Yun Juan se ergueu e olhou para o alto pico: “O caminho por lá é ruim, já levaram todo o inhame selvagem perto, e uma vez fui tão longe que encontrei um leopardo. É perigoso.”
“Vamos em grupo!”, sugeriu Yun Zhao.
“Então temos que esperar mais um pouco, até termos boas ferramentas.”
Yun Zhao assentiu, decidido.
Era preciso encontrar ocupação, senão o clima estranho da mansão Yun não o deixaria dormir em paz.
Embora todos parecessem lhe tratar com bondade, o desconhecido era, em si, motivo de grande temor. Essa era a herança de um adulto habitando o corpo de uma criança — a eterna dúvida e instabilidade dos adultos impedia-o de ser um menino despreocupado.
Muitas vezes, a segurança de um adulto vem de si mesmo, enquanto a de uma criança depende do pai e da mãe. São coisas muito diferentes.
Ao voltar para casa com sua tigela, Yun Zhao ainda passou pela forja. Era inegável que Liu Zongmin era um trabalhador incansável, fundindo ferro do amanhecer ao anoitecer. Em pouco tempo, já havia pilhas de ferro bruto no chão.
“Eles só vão começar a fazer aço mesmo à noite”, comentou Fu Bo, lançando um último olhar para Liu Zongmin ao conduzir Yun Zhao de volta.
“Ele não queria ser bandido? Então por que tanto segredo quanto ao seu método?”
“Ser bandido não impede ninguém de proteger o segredo de seu ofício.”
“Então é porque não tem grandes ambições!”
“Como assim?”
“O mestre diz que até um leão luta com todo empenho para caçar um coelho. Só assim se conquista algo. Esse sujeito, dividindo-se entre ser ferreiro e bandido, não vai chegar a lugar algum.”
“É verdade, jovem. Por isso mesmo, estude bastante e não termine como Liu Zongmin, um inútil sem valor.”
“E você não vai matá-lo?”
Fu Bo sorriu: “Ora, claro que não. Não se sai por aí matando pessoas à toa.”
Ele falou de modo leve, sem tensão nem gestos estranhos. Parecia mesmo ter desistido de eliminar Liu Zongmin.
E faz sentido: se Liu Zongmin morresse agora, como poderia mais tarde, em Pequim, torturar os nobres que se negassem a financiar o imperador Chongzhen?
Percebendo que a história voltava ao seu curso, Yun Zhao sentiu-se decepcionado, porém secretamente satisfeito.
Por isso, percorreu toda a mansão Yun tentando encontrar o arsenal. Infelizmente, sendo o filho mais velho, não havia lugares proibidos para ele — e isso o deixou ainda mais frustrado.
Visitou todos os cômodos, até mesmo as latrinas, mas o arsenal permanecia invisível.
O tesouro da família era, na verdade, o quarto da mãe, ao lado do seu. Bastava levantar a cortina para entrar.
No aposento da mãe, havia uma cama, sete ou oito grandes baús, o leito coberto por lençóis grosseiros de linho verde e cinza, e um travesseiro tão alto que poderia quebrar o pescoço de alguém. Ao lado, as cobertas da mãe, também de tecido rude, sem qualquer preocupação estética.
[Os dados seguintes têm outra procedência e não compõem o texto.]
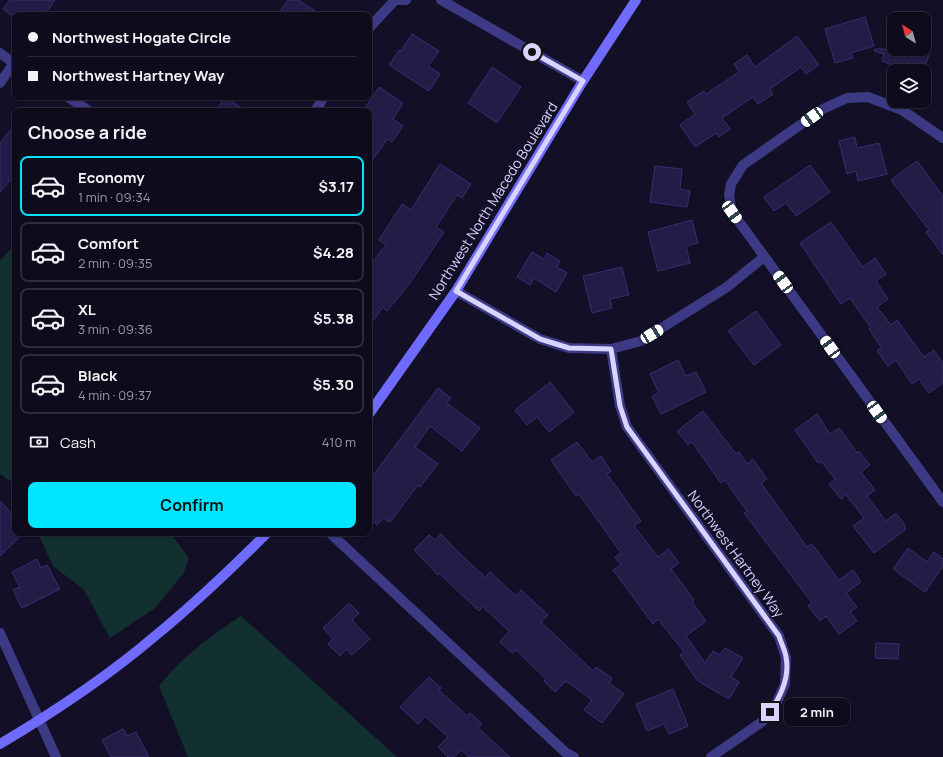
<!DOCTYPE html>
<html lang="en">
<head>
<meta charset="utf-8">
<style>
  body { margin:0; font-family:Manrope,sans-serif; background:#171425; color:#f1f3f6; height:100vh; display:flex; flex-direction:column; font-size:15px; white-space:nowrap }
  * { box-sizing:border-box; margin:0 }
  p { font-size:13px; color:#9b9ba3 }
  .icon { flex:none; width:22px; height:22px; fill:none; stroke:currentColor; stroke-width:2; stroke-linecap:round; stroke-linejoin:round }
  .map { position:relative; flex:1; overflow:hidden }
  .sheet { position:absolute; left:12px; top:108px; width:360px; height:428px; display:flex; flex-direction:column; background:#0e0b1c; border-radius:8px; box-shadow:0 1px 3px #0004,0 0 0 1px #2e2b3b }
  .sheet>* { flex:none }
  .banner { position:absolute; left:12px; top:12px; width:360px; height:88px; border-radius:8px; box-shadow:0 1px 3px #0004,0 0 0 1px #2e2b3b; display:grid; align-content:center; height:88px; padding:0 16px; background:#0e0b1c }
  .needle { width:26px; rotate:324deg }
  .fabs { position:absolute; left:887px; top:12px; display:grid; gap:8px }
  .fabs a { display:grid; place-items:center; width:44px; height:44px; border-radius:8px; background:#0e0b1c; box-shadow:0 1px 3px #0004,0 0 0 1px #2e2b3b; font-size:20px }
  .end { position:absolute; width:18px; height:18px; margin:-9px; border:5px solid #d9d4ff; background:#111; box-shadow:0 0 0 2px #111 }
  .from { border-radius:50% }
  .bubble { position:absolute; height:28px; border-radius:8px; background:#0e0b1c; box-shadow:0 1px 3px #0004,0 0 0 1px #2e2b3b; font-size:13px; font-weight:700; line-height:28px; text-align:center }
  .car { position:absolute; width:12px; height:24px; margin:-12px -6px; border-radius:5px; box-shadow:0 0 3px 1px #0007; background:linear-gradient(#fff 24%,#345 0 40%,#fff 0 76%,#345 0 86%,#fff 0) }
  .banner b { display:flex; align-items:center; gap:14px; height:38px; font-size:15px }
  .banner b+b { border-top:1px solid #2e2b3b }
  .banner i { width:10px; height:10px; background:#f1f3f6 }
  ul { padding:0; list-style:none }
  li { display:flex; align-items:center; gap:12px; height:60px; margin:0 8px 6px; padding:0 8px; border:2px solid #2e2b3b; border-radius:8px }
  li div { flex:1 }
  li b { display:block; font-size:15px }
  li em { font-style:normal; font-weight:700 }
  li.on { border-color:#00e5ff }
  li>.icon { width:36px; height:36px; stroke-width:1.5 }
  h2 { padding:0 16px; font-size:18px; line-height:48px }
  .pay { display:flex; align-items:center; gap:10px; height:44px; padding:0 16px; font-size:15px }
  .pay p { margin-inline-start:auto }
  .cta { display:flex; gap:8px; margin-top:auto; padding:8px 16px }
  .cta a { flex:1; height:46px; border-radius:8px; background:#00e5ff; color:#111; font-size:16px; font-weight:700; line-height:46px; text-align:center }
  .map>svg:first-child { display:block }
  .green { fill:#12302f }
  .building { fill:#241b47; stroke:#3b2d73 }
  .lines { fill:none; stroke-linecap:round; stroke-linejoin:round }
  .street { stroke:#3d3a85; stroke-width:10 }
  .secondary { stroke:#6f6bff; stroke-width:10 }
  .route { stroke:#d9d4ff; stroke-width:5 }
  .labels { text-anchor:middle; stroke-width:3; stroke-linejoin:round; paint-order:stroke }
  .street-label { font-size:14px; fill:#d9d4ff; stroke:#130f26 }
</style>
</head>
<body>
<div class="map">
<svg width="943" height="757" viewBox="0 0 943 757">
  <rect width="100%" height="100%" fill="#130f26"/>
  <g class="green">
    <path d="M15,244V484L0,474V261Z"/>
    <path d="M38,533H169L175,539L189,558L183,574L155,608L110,638L84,590L53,566Z"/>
    <path d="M241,616L376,738L397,757H188L159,686C184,655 208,638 241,616Z"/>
  </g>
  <g class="building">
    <path d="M10,0H55L44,15H11L3,9Z"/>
    <path d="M288,0H298L322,15H278Z"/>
    <path d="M865,17L874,46L851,53L853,58L835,63L825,29Z"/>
    <path d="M412,34L439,51L428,66L440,74L429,91L389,65L399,50L401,51Z"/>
    <path d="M797,36L819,65L806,74L801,67L770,89L773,94L758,104L753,97L722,118L730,129L719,137L716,133L695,147L680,125L695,114L687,102L704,91L706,94L739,72L734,64L747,55L755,67Z"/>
    <path d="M875,49H931L924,69L904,61L902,69L882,61L884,54L874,51Z"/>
    <path d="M492,67L521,87L497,123L468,103Z"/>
    <path d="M379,87L403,103L393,119L403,126L392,142L387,139L369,165V111H363Z"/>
    <path d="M225,97L246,111H216Z"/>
    <path d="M15,124V175L0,192V143Z"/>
    <path d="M855,137L857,148L879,143L887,174L858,181L856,171L847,174L839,141Z"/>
    <path d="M917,161L943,196V255L926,232L929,230L891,180Z"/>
    <path d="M440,164L471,184L462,198L457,195L436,227L444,232L410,283L387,311L383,307L369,326V266L386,245L379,240L402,204L411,210Z"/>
    <path d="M810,165L830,192L796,216L786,203L774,211L764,197Z"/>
    <path d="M655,166L682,169L680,189L690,191L687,207L650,202Z"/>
    <path d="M692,220L698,243L686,246L690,263L658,271L648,232Z"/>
    <path d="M831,222L863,267L875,258L886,274L876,281L888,299L877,307L891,325L897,320L924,357L934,350L943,363V383L929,393L919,379L912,384L896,360L888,366L877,351L881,347L869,329L871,328L850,298L841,304L800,243Z"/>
    <path d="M532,252L544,259L547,253L560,261L557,267L567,273L556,292L534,278L530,285L517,277Z"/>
    <path d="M622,267L629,295L610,299L612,308L592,313L583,276Z"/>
    <path d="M756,311L781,345L754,365L728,331Z"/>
    <path d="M678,360L686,376L696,372L706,392L661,414L652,396L659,393L650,374Z"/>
    <path d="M550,382L574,412L549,432L537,417L527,425L515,410Z"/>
    <path d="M438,388L451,398L447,403L480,428L462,451L430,426L415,447L438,464L420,487L418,485L390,522L383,518L377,525L369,519V481Z"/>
    <path d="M703,411L736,454L739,452L747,464L753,459L767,479L761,483L807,547L812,544L839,580L853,570L861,582L846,593L857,607L850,612L857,621L839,634L826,616L820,621L808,606L812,603L744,513L747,511L725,480L721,483L692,442L688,445L677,431Z"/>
    <path d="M817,414L830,434L839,428L857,453L859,451L870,465L861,472L875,490L867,496L886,521L896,513L905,525V530L874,553L853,526L864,518L846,495L841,499L829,484L835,479L821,461L818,463L795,430Z"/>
    <path d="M577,442L592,462L601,456L611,471L607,474L641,521L634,526L658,557L669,549L679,563L671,569L694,600L692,602L706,621L686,636L705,663L713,651L720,655L725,648L743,658L731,677L739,682L729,699L698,681L680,655L684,652L658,619L653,624L613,570L621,565L615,557L621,553L579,494L576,496L551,460Z"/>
    <path d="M0,501L15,517V533H24L0,556Z"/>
    <path d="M441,534L460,554L485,577L490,572L516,596L521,590L548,615L541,622L593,671L596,667L612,678L609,683L624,694L602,723L584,710L592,700L566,681L555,692L544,681L546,679L516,650L512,653L500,642L509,631L483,607L479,611L439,573L438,575L414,550L429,535L435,540Z"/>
    <path d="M908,548L927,562L934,552L943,559V566L925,592L893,569Z"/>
    <path d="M37,559L41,568L47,565L60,589L22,608L13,590L20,587L12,572Z"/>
    <path d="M349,603L359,613L352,620L370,639L352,655L346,649L340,656L328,644L333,639L323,628Z"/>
    <path d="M876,643L899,644L898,659L875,658Z"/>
    <path d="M429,677L441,688L439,690L467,716L470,713L482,724L478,728L510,757H469L461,750L454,757H448L438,747L448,737L425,716L418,724L400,707Z"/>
    <path d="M673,689L688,726L669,734L664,724L647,731L636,704Z"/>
    <path d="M123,729L127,736L136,732L149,757H111L102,740Z"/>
  </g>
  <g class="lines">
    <g class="street">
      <path d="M441,0L583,81"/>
      <path d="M369,28L395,0H406"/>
      <path d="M0,53L15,64"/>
      <path d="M0,83L14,63"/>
      <path d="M68,97L89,111"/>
      <path d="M315,111L324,97"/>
      <path d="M943,138L902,110L868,97L847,98L823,109L743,165L731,184L729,195L732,212L943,502"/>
      <path d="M456,291L540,339L569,348L611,349L641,341L727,287L764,257"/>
      <path d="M611,349L620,406L627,427L779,636L786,658L785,684L777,702L763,721L711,757"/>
      <path d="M330,533L565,752L574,757"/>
      <path d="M0,633L56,757"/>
    </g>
    <g class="secondary">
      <path d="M369,414L456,291L583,81L636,0"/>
      <path d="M0,744C54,712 107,677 155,636C194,604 231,569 267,533"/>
    </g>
  </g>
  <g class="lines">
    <path class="route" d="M532,52L583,81L456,291L540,339L569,348L611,349L620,406L627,427L779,636C781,643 785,650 786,657C790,677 781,696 770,712"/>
  </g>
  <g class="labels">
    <g class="street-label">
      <text transform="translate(493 201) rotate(-58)" y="5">Northwest North Macedo Boulevard</text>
      <text transform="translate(736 554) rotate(54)" y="5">Northwest Hartney Way</text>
    </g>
  </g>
</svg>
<div class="fabs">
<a><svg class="needle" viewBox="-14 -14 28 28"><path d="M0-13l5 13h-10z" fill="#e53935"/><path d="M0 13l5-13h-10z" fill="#9b9ba3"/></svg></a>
<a><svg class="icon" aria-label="layers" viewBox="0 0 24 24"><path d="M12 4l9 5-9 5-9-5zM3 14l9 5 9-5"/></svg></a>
</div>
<i class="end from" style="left:532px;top:52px"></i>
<i class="end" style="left:770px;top:712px"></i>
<div class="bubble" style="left:784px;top:698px;width:66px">2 min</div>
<i class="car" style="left:812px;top:117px;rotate:234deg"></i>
<i class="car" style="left:732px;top:212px;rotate:144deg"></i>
<i class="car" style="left:783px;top:282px;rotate:324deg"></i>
<i class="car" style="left:652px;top:334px;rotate:59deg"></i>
<i class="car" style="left:830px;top:347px;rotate:324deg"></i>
<i class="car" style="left:877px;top:412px;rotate:144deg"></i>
<div class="banner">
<b><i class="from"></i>Northwest Hogate Circle</b>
<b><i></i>Northwest Hartney Way</b>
</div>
<section class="sheet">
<h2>Choose a ride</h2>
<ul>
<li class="on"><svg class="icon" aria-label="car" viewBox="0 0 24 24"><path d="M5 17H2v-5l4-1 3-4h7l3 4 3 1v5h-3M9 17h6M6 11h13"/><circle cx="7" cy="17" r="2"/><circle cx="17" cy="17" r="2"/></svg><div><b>Economy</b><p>1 min · 09:34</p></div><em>$3.17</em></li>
<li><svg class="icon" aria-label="car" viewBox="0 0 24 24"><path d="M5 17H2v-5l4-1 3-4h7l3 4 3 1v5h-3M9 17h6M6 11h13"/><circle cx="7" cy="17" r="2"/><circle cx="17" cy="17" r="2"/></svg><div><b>Comfort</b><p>2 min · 09:35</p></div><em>$4.28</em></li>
<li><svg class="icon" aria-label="car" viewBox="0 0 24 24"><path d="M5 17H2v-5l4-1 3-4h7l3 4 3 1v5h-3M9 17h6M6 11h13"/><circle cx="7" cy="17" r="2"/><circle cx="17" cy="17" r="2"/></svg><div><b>XL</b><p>3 min · 09:36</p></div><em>$5.38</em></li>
<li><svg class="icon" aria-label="car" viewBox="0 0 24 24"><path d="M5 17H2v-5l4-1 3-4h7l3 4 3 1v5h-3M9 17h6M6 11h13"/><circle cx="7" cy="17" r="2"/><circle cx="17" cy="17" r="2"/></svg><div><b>Black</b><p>4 min · 09:37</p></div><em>$5.30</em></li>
</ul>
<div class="pay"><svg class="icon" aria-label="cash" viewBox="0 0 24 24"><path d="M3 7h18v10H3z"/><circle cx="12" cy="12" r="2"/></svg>Cash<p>410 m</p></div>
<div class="cta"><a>Confirm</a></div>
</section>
</div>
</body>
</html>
Duas cadeiras ladeavam uma mesa redonda, solitárias no centro do quarto. Sobre a mesa, um bule de porcelana azul e uma xícara, ambos antigos. Uma xícara mais nova, apoiada na prateleira, parecia não ter sido usada há muito tempo.
Na última vez, vira os lingotes de prata serem retirados do primeiro baú à esquerda. Por isso, Yun Zhao nem cogitou abrir os baús dessa vez — as armas certamente não estariam ali, disso tinha certeza.